236. Brief — An die Mutter Maria vom heiligen Joseph, Priorin in Sevilla
Ávila, am 4. Juni 1578
Dank für verschiedene Geschenke. Verschiedene Angelegenheiten und Leiden im Kloster zu Sevilla. Auftrag zur Übersendung einer Sammlung von Predigten.
Jhs
Der Heilige Geist sei mit Euerer Ehrwürden, meine Tochter!
Ihre zwei Briefe habe ich in dieser Woche erhalten; der eine kam über Madrid, den anderen überbrachte mir der Maultiertreiber von Ávila. Sie haben so lange gezögert, mir zu schreiben, daß ich darüber verdrießlich wurde. Alles, was Sie mir gesandt haben, kam ganz gut und unversehrt an, auch das Orangenblütenwasser; es ist vortrefflich und reicht auch aus, so daß wir jetzt keines mehr nötig haben.
Die Krüglein, die Sie mir gesandt haben, gefallen mir; ihre Anzahl genügt. Da ich mich jetzt besser befinde, habe ich keine so ausgesuchten Sachen mehr nötig; ich muß auch wieder einmal anfangen, mich abzutöten. Mit meinem Arm geht es wieder besser, jedoch noch nicht so gut, daß ich mich wieder ankleiden könnte. Man sagt, daß er, sobald einmal die große Hitze kommt, ganz geheilt sein wird. Die Kiste sowie alles übrige war sehr gut erhalten. Denken Sie ja nicht, daß ich so viele eingemachte Sachen genieße; ich bin wirklich keine Liebhaberin davon; aber diese Ihre Freigebigkeit werde ich mein Leben lang nicht vergessen. Da es uns an Prüfungen nicht fehlt und niemand eine so innige Liebe besitzt, um uns Gutes zu erweisen, wie mein Vater, der Prior de las Cuevas, und Pater García Alvarez, darum ist dies alles notwendig.
Über die Einrichtung des Kochherdes haben Sie meinem Bruder eine so genaue Aufklärung gegeben, daß er sich meiner Ansicht nach nicht irren kann. Man hat mit seiner Aufstellung schon begonnen. Alle Schwestern sind erstaunt über Ihre Geschicklichkeit und danken Ihnen mit mir von ganzem Herzen; aus dem Bestreben, mir in allem Freude zu machen, kann man auf die Liebe schließen, die Sie zu mir tragen. Ich bin von Ihrer Liebe zu mir überzeugt; indessen schulden Sie mir, ich versichere Sie, noch größere Liebe; denn ich kann nur staunen über das Übermaß meiner Liebe zu Ihnen. Seien Sie überzeugt, daß ich Sie hierin bevorzuge, da nicht alle Schwestern mir so zusagen wie Sie. Ich bedauere nur, daß ich daraus so wenig Nutzen ziehen kann, da ich so armselig bin; ich lasse mir aber sehr angelegen sein, Sie Gott zu empfehlen.

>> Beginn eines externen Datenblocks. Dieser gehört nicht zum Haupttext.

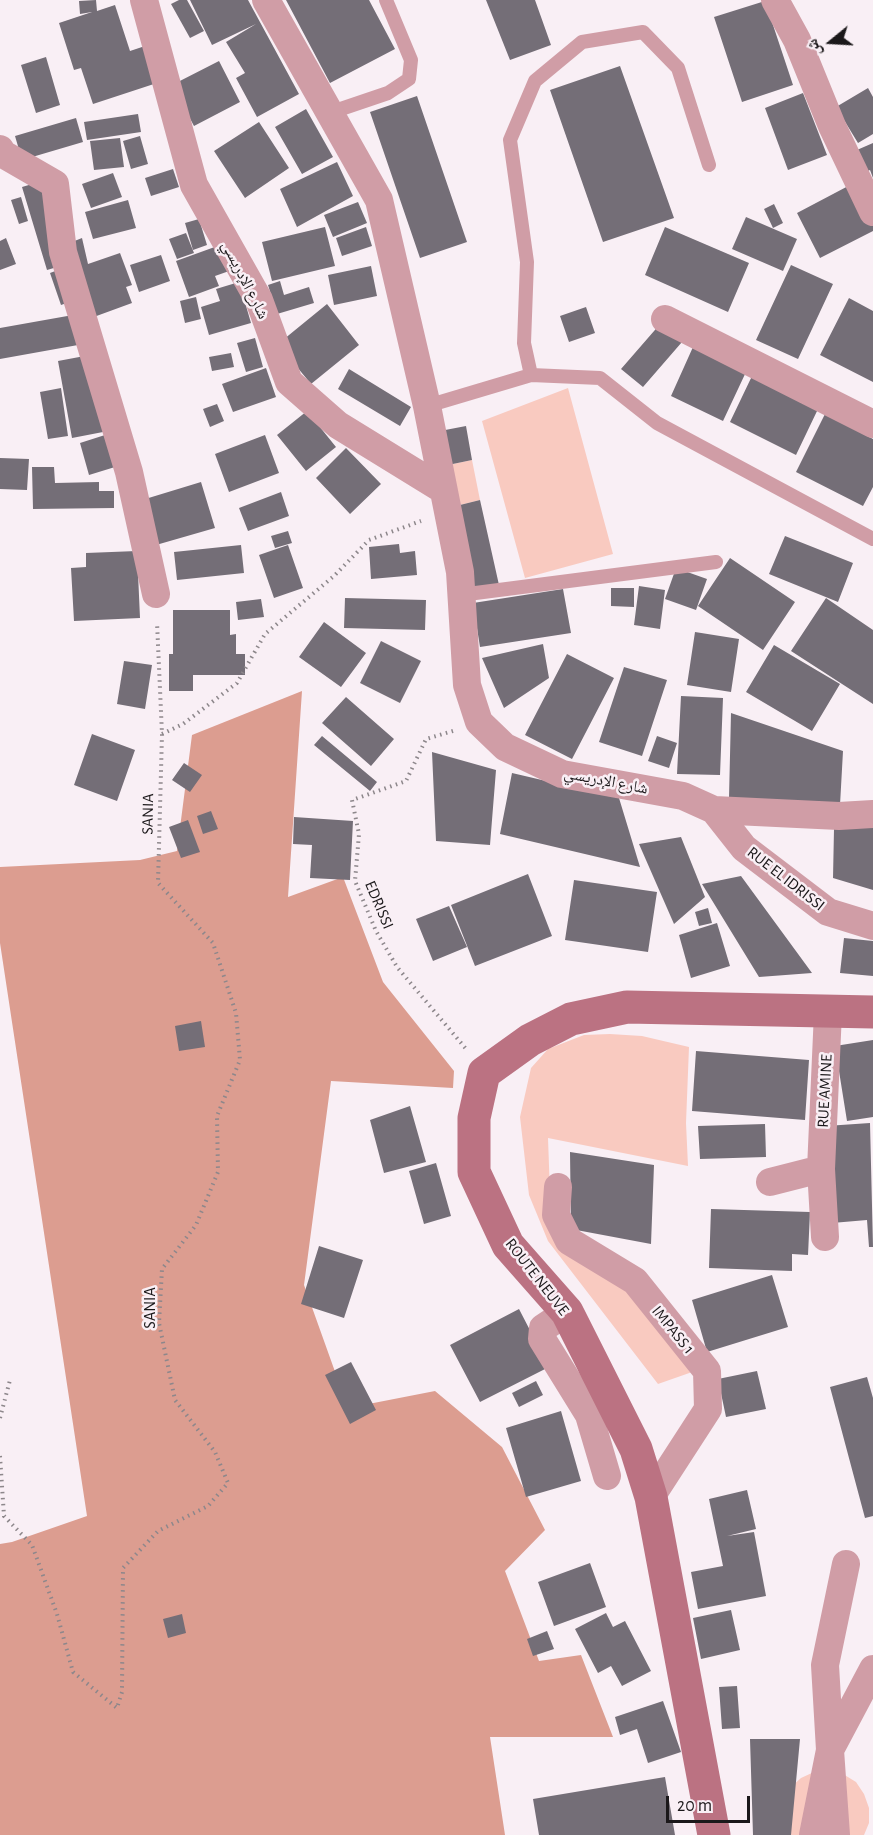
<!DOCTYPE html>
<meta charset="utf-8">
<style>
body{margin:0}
#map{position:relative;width:873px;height:1835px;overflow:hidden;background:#f9eff5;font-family:"Alegreya Sans","Noto Naskh Arabic",sans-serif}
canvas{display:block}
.north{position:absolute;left:801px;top:12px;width:60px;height:60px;-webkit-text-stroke:4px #f9eff5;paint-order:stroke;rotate:252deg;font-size:16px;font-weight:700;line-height:24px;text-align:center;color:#1b181a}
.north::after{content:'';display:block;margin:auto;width:21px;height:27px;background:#1b181a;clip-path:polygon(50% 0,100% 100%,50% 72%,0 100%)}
.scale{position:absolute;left:666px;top:1796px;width:84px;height:27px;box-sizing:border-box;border:3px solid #1b181a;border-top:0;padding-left:8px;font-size:18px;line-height:21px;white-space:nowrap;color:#1b181a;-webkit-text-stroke:4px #f9eff5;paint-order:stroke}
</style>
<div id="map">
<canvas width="873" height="1835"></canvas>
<div class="north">ش</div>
<div class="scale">20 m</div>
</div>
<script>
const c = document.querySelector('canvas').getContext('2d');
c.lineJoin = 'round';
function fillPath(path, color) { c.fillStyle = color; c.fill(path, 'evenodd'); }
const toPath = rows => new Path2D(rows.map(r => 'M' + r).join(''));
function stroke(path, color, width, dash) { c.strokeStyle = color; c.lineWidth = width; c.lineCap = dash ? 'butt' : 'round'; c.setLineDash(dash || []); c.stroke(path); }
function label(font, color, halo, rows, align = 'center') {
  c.font = font + ' "Alegreya Sans","Noto Naskh Arabic",sans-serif'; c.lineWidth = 5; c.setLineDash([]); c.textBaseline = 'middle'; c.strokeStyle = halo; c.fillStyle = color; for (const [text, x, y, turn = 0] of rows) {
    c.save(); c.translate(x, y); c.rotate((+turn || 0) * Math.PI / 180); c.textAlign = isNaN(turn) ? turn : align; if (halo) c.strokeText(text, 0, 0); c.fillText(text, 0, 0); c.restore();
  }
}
fillPath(toPath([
 [568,388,613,554,525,578,482,421],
 [472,460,480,500,456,506,448,465],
 [610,1034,642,1036,689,1047,686,1123,688,1166,548,1138,551,1221,630,1291,695,1371,658,1384,548,1241,529,1195,520,1117,531,1068,548,1049,584,1035],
 [814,1772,843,1774,856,1782,864,1794,869,1808,869,1823,864,1835,788,1835,791,1787,801,1778]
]), '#f9cac0');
fillPath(toPath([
 [302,691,288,897,343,877,383,982,454,1071,453,1088,331,1081,304,1285,348,1408,435,1391,502,1447,545,1530,505,1571,539,1661,581,1655,613,1737,490,1737,505,1835,0,1835,0,1544,12,1542,87,1516,0,943,0,867,140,860,177,851,192,735]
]), '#dc9d90');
fillPath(toPath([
 [96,0,97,11,115,5,130,51,148,45,160,82,93,104,81,68,74,70,59,23,92,12,80,14,79,1],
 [179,0,187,0,204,31,190,38,171,4],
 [190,0,248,0,299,94,257,117,236,78,245,73,226,42,256,24,212,45],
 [286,0,369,0,395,49,330,83],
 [486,0,535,0,551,45,510,60],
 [765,1,793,85,742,102,714,17],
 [46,57,60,105,36,113,21,65],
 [219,61,240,102,194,126,172,85],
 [620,66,674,218,603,242,550,90],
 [868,88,873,97,873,134,858,143,836,107],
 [803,93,827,155,788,170,765,108],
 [417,96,467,242,420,258,370,112],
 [306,109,333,157,302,174,275,127],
 [138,114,141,132,87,140,84,122],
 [76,118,83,142,22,160,15,136],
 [259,122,289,168,245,198,214,151],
 [140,136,148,164,131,169,123,141],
 [120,138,124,167,94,170,90,141],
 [873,143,873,178,870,170,859,175,850,153],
 [337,162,353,196,297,227,280,189],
 [173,169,179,187,151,196,145,178],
 [113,173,122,197,91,208,82,184],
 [39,182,64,265,47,270,22,187],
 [852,184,873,225,873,231,820,258,797,213],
 [21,197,28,221,19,224,11,200],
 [128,200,136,228,93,239,85,212],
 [358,202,367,223,333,237,324,215],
 [774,204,783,223,773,228,764,209],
 [746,217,797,239,783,271,732,249],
 [199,219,207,245,193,250,185,223],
 [325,227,335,266,272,281,262,242],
 [366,227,372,246,342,256,336,238],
 [665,227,749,263,728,312,645,275],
 [186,233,194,253,177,259,169,239],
 [6,238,16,264,0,270,0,241],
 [82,238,88,264,120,253,132,285,126,287,132,303,91,318,72,242],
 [223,244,232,270,215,276,219,286,189,297,176,261],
 [161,255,170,281,139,292,130,265],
 [791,265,833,284,798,359,756,340],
 [371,266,377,296,334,305,328,275],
 [66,267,78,299,61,305,50,273],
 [280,281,284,295,309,287,314,303,277,314,268,285],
 [239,282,251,323,209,335,201,307,220,301,216,289],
 [196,297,201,319,185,323,180,301],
 [849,298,873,311,873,382,820,355],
 [327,304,359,345,311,384,278,344],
 [586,307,595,333,569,342,560,316],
 [73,315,78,345,0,359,0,328],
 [661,323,682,342,643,387,621,369],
 [255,338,263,367,246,372,237,343],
 [693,347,746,372,723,421,671,396],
 [231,353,234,367,212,371,209,357],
 [90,355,103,432,72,438,58,361],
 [266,368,276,397,233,412,222,384],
 [349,369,411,407,400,426,338,389],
 [752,376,818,409,796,455,730,422],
 [61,388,68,436,48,439,40,392],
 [217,404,224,421,210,427,203,409],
 [307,411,336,447,306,471,277,435],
 [825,414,873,439,873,487,863,506,796,472],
 [466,426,472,460,448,465,440,431],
 [105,435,115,467,89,475,80,443],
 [265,435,279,473,229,492,215,454],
 [346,448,381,484,350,514,316,478],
 [0,458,29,459,27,490,0,489],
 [32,467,54,467,55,483,99,482,99,491,114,491,114,508,33,509],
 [201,482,215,528,156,545,142,500],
 [281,492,289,516,248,531,239,508],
 [480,500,499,585,475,590,456,506],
 [288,531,292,543,275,548,271,536],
 [785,536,853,563,838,602,769,574],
 [399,544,400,553,415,551,417,575,371,579,369,547],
 [241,545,244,573,177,580,174,552],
 [288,545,303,588,274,598,259,555],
 [137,551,140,618,74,621,71,568,86,567,86,553],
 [730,558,795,602,763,650,698,606],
 [676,568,707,579,696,610,665,599],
 [639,586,665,590,660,629,634,625],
 [611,588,634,588,634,607,611,606],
 [563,589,571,633,480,647,473,603],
 [345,598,426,600,425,630,344,628],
 [826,598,873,630,873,704,791,651],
 [261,599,264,617,238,620,236,602],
 [173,610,230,610,230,635,236,634,236,654,245,654,245,675,193,675,193,691,169,691,169,654,173,654],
 [324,622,366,653,341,687,299,657],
 [695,632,739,639,731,692,687,685],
 [381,641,421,661,400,703,360,683],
 [543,644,549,678,504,708,482,658],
 [774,645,840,684,812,731,746,692],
 [567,654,614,678,572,759,525,735],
 [124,661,152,665,145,709,117,704],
 [624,667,667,680,642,756,599,742],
 [681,696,723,698,720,775,677,774],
 [346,697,394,739,371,766,322,723],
 [731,713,843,751,840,805,729,798],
 [92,734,135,750,117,801,74,785],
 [322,736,377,782,370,791,314,745],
 [657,736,677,743,669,768,648,761],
 [432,752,496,770,490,845,436,841],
 [184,763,202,775,190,792,172,780],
 [512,773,619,798,640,867,500,834],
 [211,811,218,829,203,834,197,816],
 [294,817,353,821,350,880,310,878,312,845,293,844],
 [188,820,200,852,181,858,169,827],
 [873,826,873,890,833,878,834,829],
 [681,837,705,897,674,924,639,844],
 [528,874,552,936,475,966,451,905],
 [741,876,812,973,759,977,702,884],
 [574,880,657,892,648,952,565,940],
 [449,906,467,947,433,961,416,919],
 [708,908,712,923,699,926,695,912],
 [717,923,730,966,691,978,679,935],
 [844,938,873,941,873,976,840,973],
 [201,1021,205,1047,179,1051,175,1026],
 [873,1040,873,1117,847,1121,835,1046],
 [696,1051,809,1060,805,1120,692,1111],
 [410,1106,426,1162,384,1173,370,1120],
 [870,1123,873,1247,869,1247,867,1220,832,1223,826,1126],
 [765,1124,766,1157,700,1159,698,1126],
 [570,1152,654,1165,651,1244,571,1229],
 [436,1163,451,1216,424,1224,409,1171],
 [711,1209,810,1212,808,1255,792,1254,792,1271,709,1268],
 [319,1246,363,1260,344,1318,301,1304],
 [772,1275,788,1327,707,1352,692,1300],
 [519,1309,549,1367,480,1402,450,1345],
 [351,1362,376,1410,350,1424,325,1375],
 [757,1371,766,1409,726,1417,718,1379],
 [867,1377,873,1398,873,1516,865,1518,830,1387],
 [536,1381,543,1395,519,1407,512,1393],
 [561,1411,581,1481,526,1497,506,1428],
 [747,1490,756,1529,727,1536,754,1532,766,1596,698,1609,691,1572,723,1566,709,1499],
 [590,1563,606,1607,554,1626,538,1582],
 [731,1610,740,1650,701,1659,693,1618],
 [606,1613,613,1627,625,1621,651,1671,622,1686,611,1666,598,1673,575,1629],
 [182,1614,186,1633,168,1638,163,1619],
 [547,1631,554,1649,533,1656,527,1639],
 [737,1686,740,1728,722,1729,719,1687],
 [663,1701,681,1752,648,1763,637,1729,620,1735,615,1717],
 [750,1739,800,1739,791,1835,753,1835],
 [665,1777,675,1835,539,1835,533,1799]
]), '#746e77');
stroke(toPath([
 [453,731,426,739,406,781,352,800,359,834,355,881,376,931,397,967,467,1050],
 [162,734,183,724,237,683,265,634,334,576,369,540,421,521],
 [0,1418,10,1380],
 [0,1456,4,1516,32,1545,57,1614,73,1672,117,1708,122,1692,123,1568,158,1531,208,1506,228,1483,215,1452,175,1400,159,1323,162,1269,196,1225,218,1172,217,1116,240,1060,236,1013,213,943,158,883,162,734,157,622]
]), '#8d878b', 4, [1.5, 4.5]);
stroke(toPath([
 [329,113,388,93,409,79,411,60,386,0],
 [531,375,524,343,527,262,510,140,535,81,582,42,643,32,678,68,709,165],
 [427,406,531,375,600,378,657,423,873,539],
 [460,595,716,562]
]), '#d09da6', 14);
stroke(toPath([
 [144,0,194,185,259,300,289,382,338,425,442,489],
 [266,0,379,200,427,406,460,572,467,685,479,722,505,747,562,774,683,796,714,810,839,816,873,814],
 [775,0,797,40,832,126,873,212],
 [0,149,3,154,55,184,63,252,129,472,156,594],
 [665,319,873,424],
 [714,810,744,848,828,912,873,926],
 [770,1182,821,1169],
 [558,1187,556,1215,569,1241,635,1281,707,1371,708,1409,651,1497],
 [825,1237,821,1169,828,1012],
 [567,1312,543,1328,542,1339,589,1415,607,1476],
 [813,1835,830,1750,825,1665,846,1564],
 [836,1835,830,1750,873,1669]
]), '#d09da6', 28);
stroke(toPath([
 [714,1835,651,1497,636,1449,567,1312,508,1245,474,1172,474,1118,484,1073,530,1040,571,1019,627,1007,873,1012]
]), '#bb7282', 33);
label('16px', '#1b181a', '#f9eff5', [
 ["شارع الإدريسي",245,280,63],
 ["شارع الإدريسي",606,781,11],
 ["SANIA",148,814,-89],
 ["RUE EL IDRISSI",786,879,38],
 ["EDRISSI",379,905,67],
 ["RUE AMINE",825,1091,-87],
 ["ROUTE NEUVE",537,1277,52],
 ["SANIA",150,1308,-90],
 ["IMPASS 1",673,1330,51]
]);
</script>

Ihr Herzleiden, von dem Sie mir schreiben, macht mir Kummer; es ist dies ein sehr schmerzliches Leiden. Ich wundere mich darüber nicht; denn Sie haben schreckliche Prüfungen ausgestanden und sie ganz allein tragen müssen. Ist auch der Herr so gnädig, daß er uns Kraft und Mut zu deren Ertragung verleiht, so empfindet sie die Natur doch. Über eines aber dürfen Sie sich freuen, daß nämlich Ihre Seele viel weiter in der Vollkommenheit vorangeschritten ist. Glauben Sie mir, ich sage dies nicht bloß zu Ihrem Troste, sondern weil ich es so erkenne. Einen solchen Fortschritt, meine Tochter, macht man nie ohne große Kosten.
Die Prüfung, die Sie jetzt alle betroffen, geht mir sehr zu Herzen; sie ist ein Gegenstand großer Beunruhigung für das ganze Kloster. Es ist schon viel wert, daß eine kleine Besserung eingetreten ist. Ich hoffe zum Herrn, daß diese Schwester wieder gesund wird; denn schon viele, die diese Anfälle hatten, sind wieder geheilt worden. Ein gutes Zeichen ist, daß sie sich der Heilkur unterzieht; gewiß wird Gott sie wieder gesunden lassen. Vielleicht will er Ihnen dieses Kreuz nur für kurze Zeit auferlegen, um daraus einen großen Gewinn hervorgehen zu lassen; und darum bitte ich ihn inständig.
Beachten Sie wohl, was ich Ihnen jetzt sage! Besuchen Sie diese Schwester so selten wie möglich, sonst könnten Sie sich bei Ihrem Herzleiden großen Schaden zuziehen. Halten Sie diese Vorschrift für einen Befehl, den ich Ihnen erteile! Wählen Sie zwei sehr beherzte Schwestern aus, die für die Kranke Sorge tragen sollen! Was die übrigen Schwestern betrifft, so sollen sie die Kranke nicht oder wenigstens nur sehr selten besuchen. Seien Sie alle heiter wie sonst auch und nicht mehr betrübt als über eine andere Kranke; ja man soll selbst weniger Mitleid mit ihr haben; denn Kranke dieser Art fühlen ihre Leiden nicht so wie jene, die von anderen Gebrechen heimgesucht sind.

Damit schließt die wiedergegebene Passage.